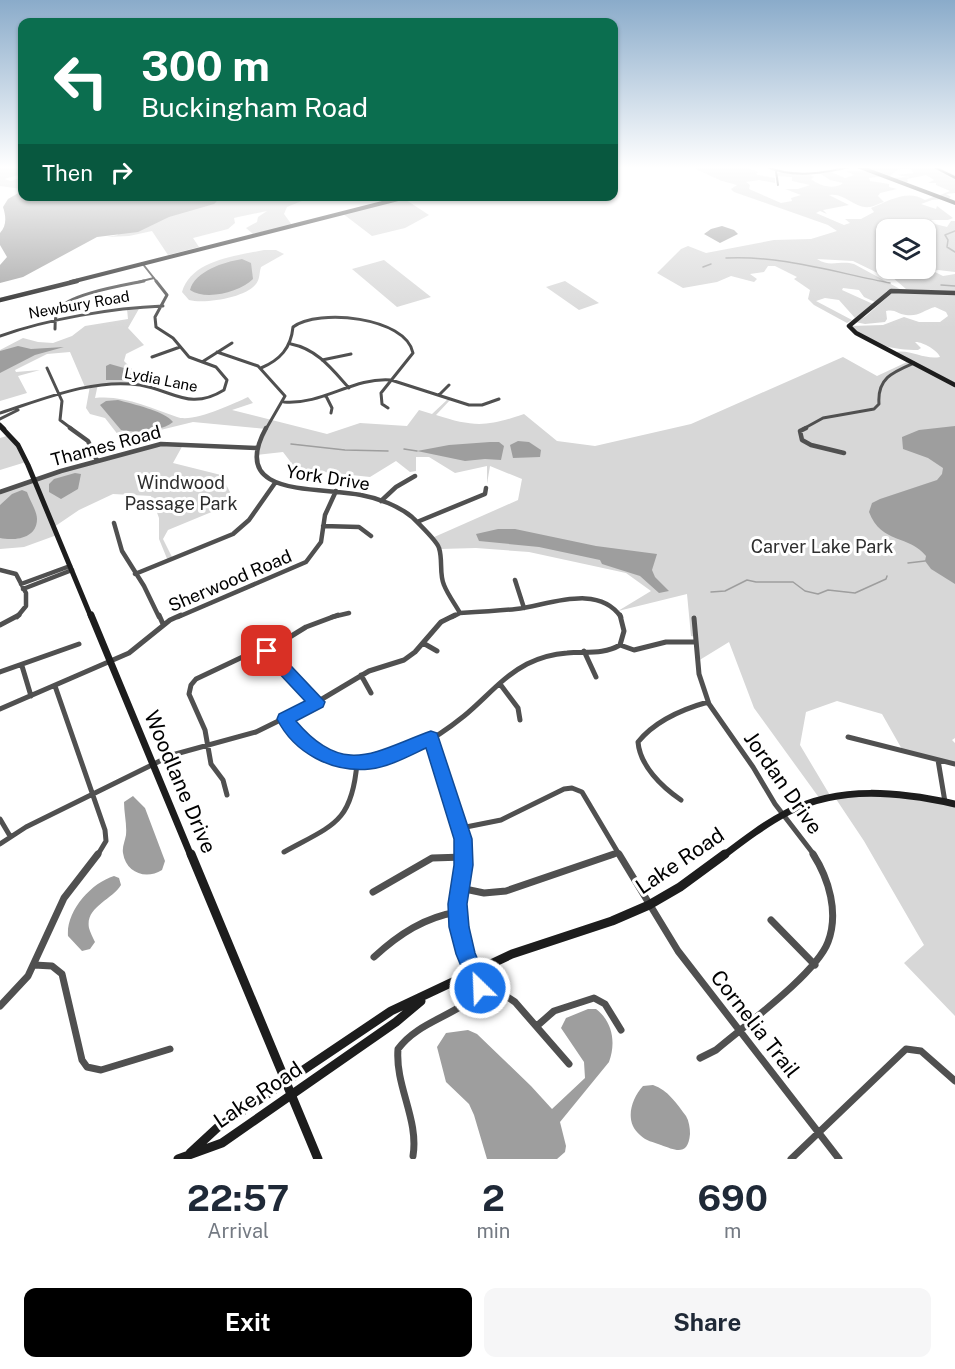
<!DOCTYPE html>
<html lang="en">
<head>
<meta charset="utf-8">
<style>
  :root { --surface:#fff; --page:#f6f6f7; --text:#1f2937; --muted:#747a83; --accent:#000 }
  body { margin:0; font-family:"Public Sans",sans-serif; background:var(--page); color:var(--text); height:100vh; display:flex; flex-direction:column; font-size:22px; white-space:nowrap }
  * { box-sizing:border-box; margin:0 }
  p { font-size:20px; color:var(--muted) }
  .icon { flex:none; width:33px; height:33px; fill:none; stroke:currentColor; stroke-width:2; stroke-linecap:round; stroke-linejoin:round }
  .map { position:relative; height:1159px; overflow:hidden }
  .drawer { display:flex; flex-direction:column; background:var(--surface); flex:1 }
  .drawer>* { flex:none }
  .guide { position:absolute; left:18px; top:18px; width:600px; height:183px; border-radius:12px; box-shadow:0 2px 4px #0004; background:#0b6e4f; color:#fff; overflow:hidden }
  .tools { position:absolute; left:876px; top:219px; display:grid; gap:12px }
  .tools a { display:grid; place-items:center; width:60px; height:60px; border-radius:12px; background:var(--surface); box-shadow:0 2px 4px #0004; font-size:30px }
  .pin { position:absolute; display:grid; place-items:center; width:51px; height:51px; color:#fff; margin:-26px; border-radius:12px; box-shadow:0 3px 9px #0006 }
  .me { position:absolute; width:66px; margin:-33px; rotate:336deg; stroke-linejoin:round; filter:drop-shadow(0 0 4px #0008) }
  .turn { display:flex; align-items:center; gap:21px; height:126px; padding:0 24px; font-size:27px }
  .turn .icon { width:78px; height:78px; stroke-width:2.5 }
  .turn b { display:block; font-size:42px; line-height:51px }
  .then { display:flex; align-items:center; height:57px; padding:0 24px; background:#0003; gap:12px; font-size:22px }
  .eta { display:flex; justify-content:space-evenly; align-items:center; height:102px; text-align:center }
  .eta b { font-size:36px; font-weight:700; line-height:42px }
  .primary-button { display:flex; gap:12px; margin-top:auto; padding:12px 24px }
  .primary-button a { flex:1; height:69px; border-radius:12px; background:var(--accent); color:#fff; font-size:24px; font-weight:700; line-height:69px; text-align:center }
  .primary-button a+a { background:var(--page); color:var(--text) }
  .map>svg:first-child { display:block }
</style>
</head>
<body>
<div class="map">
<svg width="955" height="1159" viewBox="0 0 955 1159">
  <rect width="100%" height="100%" fill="#fff"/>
  <path fill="#d7d7d7" d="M0,166H22V174L4,179L11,181L22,177V189L0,186Z
    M689,166H743L758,172L756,174L758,175L775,178V183L759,180L746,182L750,185L749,189L781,203L792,201L791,198L801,195L785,189H798L810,185L792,181V177L776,176L779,172L806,173L814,177L811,179C819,186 835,190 843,183L830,180L819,173L831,172L845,178L854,175L846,171H868L883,176L869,178L870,181L889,184V187L897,189L880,193L878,196L884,202C880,203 875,206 870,207C854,209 845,192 829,195L849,205L823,210L827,214L820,211L816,213L844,225L850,223L845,219H861L874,212L871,208C889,201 907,189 925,200L936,196L944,199L932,200L921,204L936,209L937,206L953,218L948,220H931L935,224L947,227L951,221H955V272L938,270L933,271L943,276L955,274V292L906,289L892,277L893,272L889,269L926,268V230H886V267L876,269L888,278L853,261L817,259C830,268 840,260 854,264L900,289L887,291L875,302L864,297L859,290L843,288L842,290L873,304L855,318L839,300L825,298L816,301L852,320L847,323L814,305L808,299L810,290L794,279L797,277L775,266H768L764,272L750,274L757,279L754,282L731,276L717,282L683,288L657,273L681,249L688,246L706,253L774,240L811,239L837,231L828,225L734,192L731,189L737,185L722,181Z
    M859,166H929L955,180V193L946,194L951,197L948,199L938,196L950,191L936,185V183H928L934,180L926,175L907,179L908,182L905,183L891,178L910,177L897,175L914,173L910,169L897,170L889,177Z
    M89,197H322L309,198L287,207L284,214L292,225L253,234L246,228L257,222L258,217L267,211L238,217L234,218L235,223L228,229L193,238L199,247L168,255L152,231L129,236L107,237L118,235Z
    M403,198L429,215L405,228L372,236L342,213Z
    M264,250H276L284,254L261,267C259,273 260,279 256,284C245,298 205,304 189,300L182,292C191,260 236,256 264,250Z
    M384,260L431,297L397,307L352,269Z
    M565,281L599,303L579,310L546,287Z
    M893,292L955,294V383L895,352C911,349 924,360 940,357C938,350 921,341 915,342L921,348L918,350C895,350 868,345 851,326L883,325L904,317L919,322H940L948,316L946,312L935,307C924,310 918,317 906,315C897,314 896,309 886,311L887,319L885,322L865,324L855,322L866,316Z
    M140,307L128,328L144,345L126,354L124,361L133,370L147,374L136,385L98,384L95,398C125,395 150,408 177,417C193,423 233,404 248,397L253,403L232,410L327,434L360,423L407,426L419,410L432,414L448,399H451L436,415C473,427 487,427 524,414L557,441L595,446L691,424L843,357L877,376L907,362L955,386V738L952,740L955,743V764L903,751L882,714L837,701L806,712L800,745L831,797L820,799L754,708L729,642L698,661L696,637L691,636L687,594L618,611L651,591L626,573L529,552L476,548L440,549L432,538L518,500L522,479L490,466L487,484V466L455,473L429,457H416V471L410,472L396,461L370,477L296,469L283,452L256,455L266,429L193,422L144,434L119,436L105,418L90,414L86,408L90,386L85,387L70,352L47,354L15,370L16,372L40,370L18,376L27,393L0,401V350L23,338L38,342L53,343L72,336L85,326L128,319L127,309Z
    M10,435L26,462L0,470V438Z
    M184,443L173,463L221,475L230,492L224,504L214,511L168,530L163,539L173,559L168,561L159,539V518L151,496L113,494L79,510L54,527L57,535L24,547L0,549V492C58,472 123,446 184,443Z
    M856,793L955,804V1016L904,963L924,945L864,841L834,796Z"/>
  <path fill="#9e9e9e" d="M22,191V196L221,197L214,204L169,217L138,232L97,237L23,277L0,283V265L7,257L0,245V233C7,226 6,216 3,207L8,199Z
    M722,226L734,230L738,234L720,243L704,234L711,229Z
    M242,259L251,263L253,279C240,292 206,301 190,290C195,271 224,262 242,259Z
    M18,346L31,349L64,347L35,355L0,373V351Z
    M110,364L124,368L137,380H106V366Z
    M118,400C132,404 165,411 173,422C160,432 136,433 121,430L100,405L106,401Z
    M955,426V584L931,569L925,561L926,556C910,535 881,544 869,512L872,503L880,499L937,480L942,474L943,468L928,458L903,449L902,437L919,430Z
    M518,441L529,442L541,450L540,457L513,458L510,445Z
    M490,442H499L504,446L501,460L485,459L465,461L417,451L449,445Z
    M75,473L81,474L78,489L61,499L49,492V484L54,479Z
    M22,490L27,492C30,501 37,511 37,519C37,539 14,541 0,538V505L12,494Z
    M498,529H515L596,546L657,554L652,570L655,577L669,591L659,593L640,576L602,564L600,560L539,547L479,541L476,534Z
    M133,796L145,808L165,861L162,870C146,880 126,873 123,853C122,847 125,841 126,835C127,824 124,813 124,802Z
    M114,876L119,878L121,885C112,900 85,907 89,928C90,932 93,938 95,942L90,949L82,951L68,936C66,911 91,883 114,876Z
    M588,1009H596C613,1022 616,1043 609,1062L560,1122L566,1146L565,1152L557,1159H487L474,1115L469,1104L446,1082L437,1047L446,1033L468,1030L477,1034L531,1086L552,1109L585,1078L584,1062L561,1028L566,1018Z
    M653,1085C668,1090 677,1104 686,1116C689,1121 690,1128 690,1134C688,1157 675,1150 661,1145C653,1142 646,1141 640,1135C624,1122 631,1099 643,1086Z"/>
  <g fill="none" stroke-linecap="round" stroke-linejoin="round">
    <path stroke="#9e9e9e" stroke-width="1.5" d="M955,231L945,235L948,240L947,247L955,252
      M726,258C780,255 837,273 890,283
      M703,267L711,264
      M941,285L955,286
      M291,444L345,450L388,451
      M404,449L417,451
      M908,563L925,561
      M711,592L725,591L747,580L756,582H793L805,591L818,594L828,590L855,593L886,579L887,576"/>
    <defs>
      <path id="highway" d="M930,166H934L955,176V179Z"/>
    </defs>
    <use href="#highway" stroke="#dbdbdb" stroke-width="2"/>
    <path stroke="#505050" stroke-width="2" d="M765,166C793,179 825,173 854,166
      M776,171L778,185
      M142,263L157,282
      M138,282L154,278"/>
    <path stroke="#505050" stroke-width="3" d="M55,329C55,323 55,315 58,310C68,294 125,285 144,281
      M0,336C48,319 112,308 163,306
      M291,344C317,349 332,369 349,388
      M217,352L258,366L285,396L266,429
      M152,357L180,347
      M322,360L351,354
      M202,362L232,343
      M47,368L62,401L60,420L72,429
      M261,368C280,360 291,348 293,327C318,308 406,317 413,353L381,393L382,404L388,408
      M439,395L449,385
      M326,396L332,408L331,413
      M284,402C323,405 353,377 391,380L469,405H482L499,399
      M0,413C44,399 93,378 140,385C174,391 190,411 224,390L227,380L216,367L189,357L173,338L156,327L155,317L167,295L156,281
      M0,419L18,410
      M803,429L823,418L874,409L879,404C877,378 893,372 914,363"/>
    <path stroke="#505050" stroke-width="4.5" d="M70,428L88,441L97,461
      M266,428C227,499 320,486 361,495C378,498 399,506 412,517C418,523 437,541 439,548C443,560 439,574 444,585C448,595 455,604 460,613
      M806,428L800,431L802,440L811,445L844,453
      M0,492L61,471L161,444L258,448
      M381,501L396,487L415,476
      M417,522L485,494L486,488
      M114,523L122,551L144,586L159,617
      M323,526L359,527L371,536
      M0,570L16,574L26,593V606L17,617
      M135,574L233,534L249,520L275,483
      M515,580L524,608
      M21,584L70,566
      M23,589L72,570
      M178,617L306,562L321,542L325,515L336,491
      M332,617L349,613
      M452,617L460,613C479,612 498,611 516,609C549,605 598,583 621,617"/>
    <path stroke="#505050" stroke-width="5" d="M159,615L163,624
      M694,618L699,674L709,704L753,767L775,804L815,856
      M0,625L19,615
      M423,643L437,651
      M620,645L624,631L620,615
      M267,651L306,627L338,615
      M584,651L596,677
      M22,666L31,696
      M0,672L79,644
      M361,675L371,693
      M500,684L518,708L520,720
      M55,686L105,830L106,841L97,856
      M0,709L129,653L170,620L181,615
      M285,719C336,788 406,763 464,716C485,699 502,677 527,664C539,658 553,654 567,653C585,651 603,655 620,645L634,650L666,642H696
      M848,737L955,764
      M431,738L463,836L464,856
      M938,760L945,802
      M227,795L223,780L211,764L205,730L189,694L191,685L196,679L251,653L267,651L317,702
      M681,800C662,787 640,766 638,742C655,721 683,709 708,702
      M0,819L10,836
      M461,828L501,820L564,789L572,788L582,792L620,856
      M0,844L26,827L172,755L256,732L317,702L369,671L404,660L415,652L441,622L455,615
      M284,852C333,825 352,823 357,763
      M610,856L617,853"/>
    <path stroke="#505050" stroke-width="7" d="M464,854L458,901L459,927L477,982L482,989L497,990L515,1002L569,1064
      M619,854L678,951L839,1159
      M460,888L484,893L506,891L614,854
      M373,892L432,858L464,857
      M771,920L815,965
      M374,957C399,934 425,917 458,912
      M34,965L52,966L62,974L82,1060L87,1067L101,1070L170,1049
      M0,1006L28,976L64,898L98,854
      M538,1025L554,1011L594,998L605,1004L621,1030
      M700,1058L716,1050C744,1026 816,974 828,942C839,913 829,879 813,854
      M413,1156C419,1119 395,1086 398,1049C419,1020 459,1016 482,989
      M791,1159L906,1049L921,1051L955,1081"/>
    <path stroke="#1d1d1d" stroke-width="4" d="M857,166L955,203
      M71,282L410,196"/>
    <path stroke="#1d1d1d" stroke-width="4.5" d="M955,293L891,291L849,326L856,333L955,385
      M0,300L77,281
      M0,425L4,429"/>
    <path stroke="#1d1d1d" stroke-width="5" d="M2,428L18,445L28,465L91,617"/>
    <path stroke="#1d1d1d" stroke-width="7" d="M91,615L191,856
      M723,856C744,840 765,824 788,812C840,785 900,792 955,804"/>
    <path stroke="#1d1d1d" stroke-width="9" d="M191,854L318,1159
      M190,1153L217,1128L391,1011L512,954L612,921L649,905L680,887L725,854
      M178,1159L222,1143L396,1022L421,1001"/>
    <use href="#highway" fill="#000" fill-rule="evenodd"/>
  </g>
  <linearGradient id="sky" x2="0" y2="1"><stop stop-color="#8aabca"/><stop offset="0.51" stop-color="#fff"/><stop offset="1" stop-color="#fff" stop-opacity="0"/></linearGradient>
  <rect width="955" height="328" fill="url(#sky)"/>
  <path fill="#1a73e8" stroke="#114b97" stroke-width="1.5" d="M267,645L273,647L325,702L323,707L296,721C344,778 375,751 431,731L437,733L472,839L473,865L467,904L469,927L475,953L490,988L487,995L480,998L473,995L456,954L449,927L448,904L454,865V839L426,748C409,756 389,767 370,769C332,773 294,753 277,719L279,714L305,701L262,655L260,651L262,647Z"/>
  <g text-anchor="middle" stroke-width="6" stroke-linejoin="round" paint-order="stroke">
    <g font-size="15" fill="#000" stroke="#fff">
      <text transform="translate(79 305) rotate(-10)" y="5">Newbury Road</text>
      <text transform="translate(161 380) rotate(11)" y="5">Lydia Lane</text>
    </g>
    <g font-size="18" fill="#000" stroke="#fff">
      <text transform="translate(106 446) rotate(-15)" y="6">Thames Road</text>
      <text transform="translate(328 478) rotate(9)" y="6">York Drive</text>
      <text transform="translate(230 581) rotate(-23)" y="6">Sherwood Road</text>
    </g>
    <g font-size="18" fill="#2e2e2e" stroke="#fff">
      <text x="181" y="489">Windwood<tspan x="181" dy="21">Passage Park</tspan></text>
      <text x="822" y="553">Carver Lake Park</text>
    </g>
    <g font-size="21" fill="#000" stroke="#fff">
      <text transform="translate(180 782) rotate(67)" y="7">Woodlane Drive</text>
      <text transform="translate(783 783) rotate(55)" y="7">Jordan Drive</text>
      <text transform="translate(680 861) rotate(-34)" y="7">Lake Road</text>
      <text transform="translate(755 1024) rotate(52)" y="7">Cornelia Trail</text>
      <text transform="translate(258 1095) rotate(-34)" y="7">Lake Road</text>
    </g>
  </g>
</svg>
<div class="tools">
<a><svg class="icon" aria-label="layers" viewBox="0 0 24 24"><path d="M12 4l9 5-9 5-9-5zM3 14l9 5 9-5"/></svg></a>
</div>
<div class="pin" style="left:267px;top:651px;background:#d93025"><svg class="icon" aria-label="arrive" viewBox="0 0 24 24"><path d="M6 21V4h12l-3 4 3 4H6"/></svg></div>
<svg class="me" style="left:480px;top:988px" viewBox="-20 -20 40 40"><circle r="17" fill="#1a73e8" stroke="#fff" stroke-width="3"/><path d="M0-11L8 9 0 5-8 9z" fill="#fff"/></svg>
<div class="guide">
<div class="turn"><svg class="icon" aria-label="left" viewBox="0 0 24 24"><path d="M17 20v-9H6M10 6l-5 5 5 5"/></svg><div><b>300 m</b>Buckingham Road</div></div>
<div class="then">Then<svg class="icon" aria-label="right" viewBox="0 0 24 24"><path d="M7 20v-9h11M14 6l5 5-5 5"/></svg></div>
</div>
</div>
<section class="drawer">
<div class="eta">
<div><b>22:57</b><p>Arrival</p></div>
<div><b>2</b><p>min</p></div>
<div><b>690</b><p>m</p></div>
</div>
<div class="primary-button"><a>Exit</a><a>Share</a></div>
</section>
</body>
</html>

▬▬▬

_WHAT IS EXPECTED_. Take every line above that includes the string "overflow" and return it.

_SOLUTION TO THE PROBLEM_.
  .map { position:relative; height:1159px; overflow:hidden }
  .guide { position:absolute; left:18px; top:18px; width:600px; height:183px; border-radius:12px; box-shadow:0 2px 4px #0004; background:#0b6e4f; color:#fff; overflow:hidden }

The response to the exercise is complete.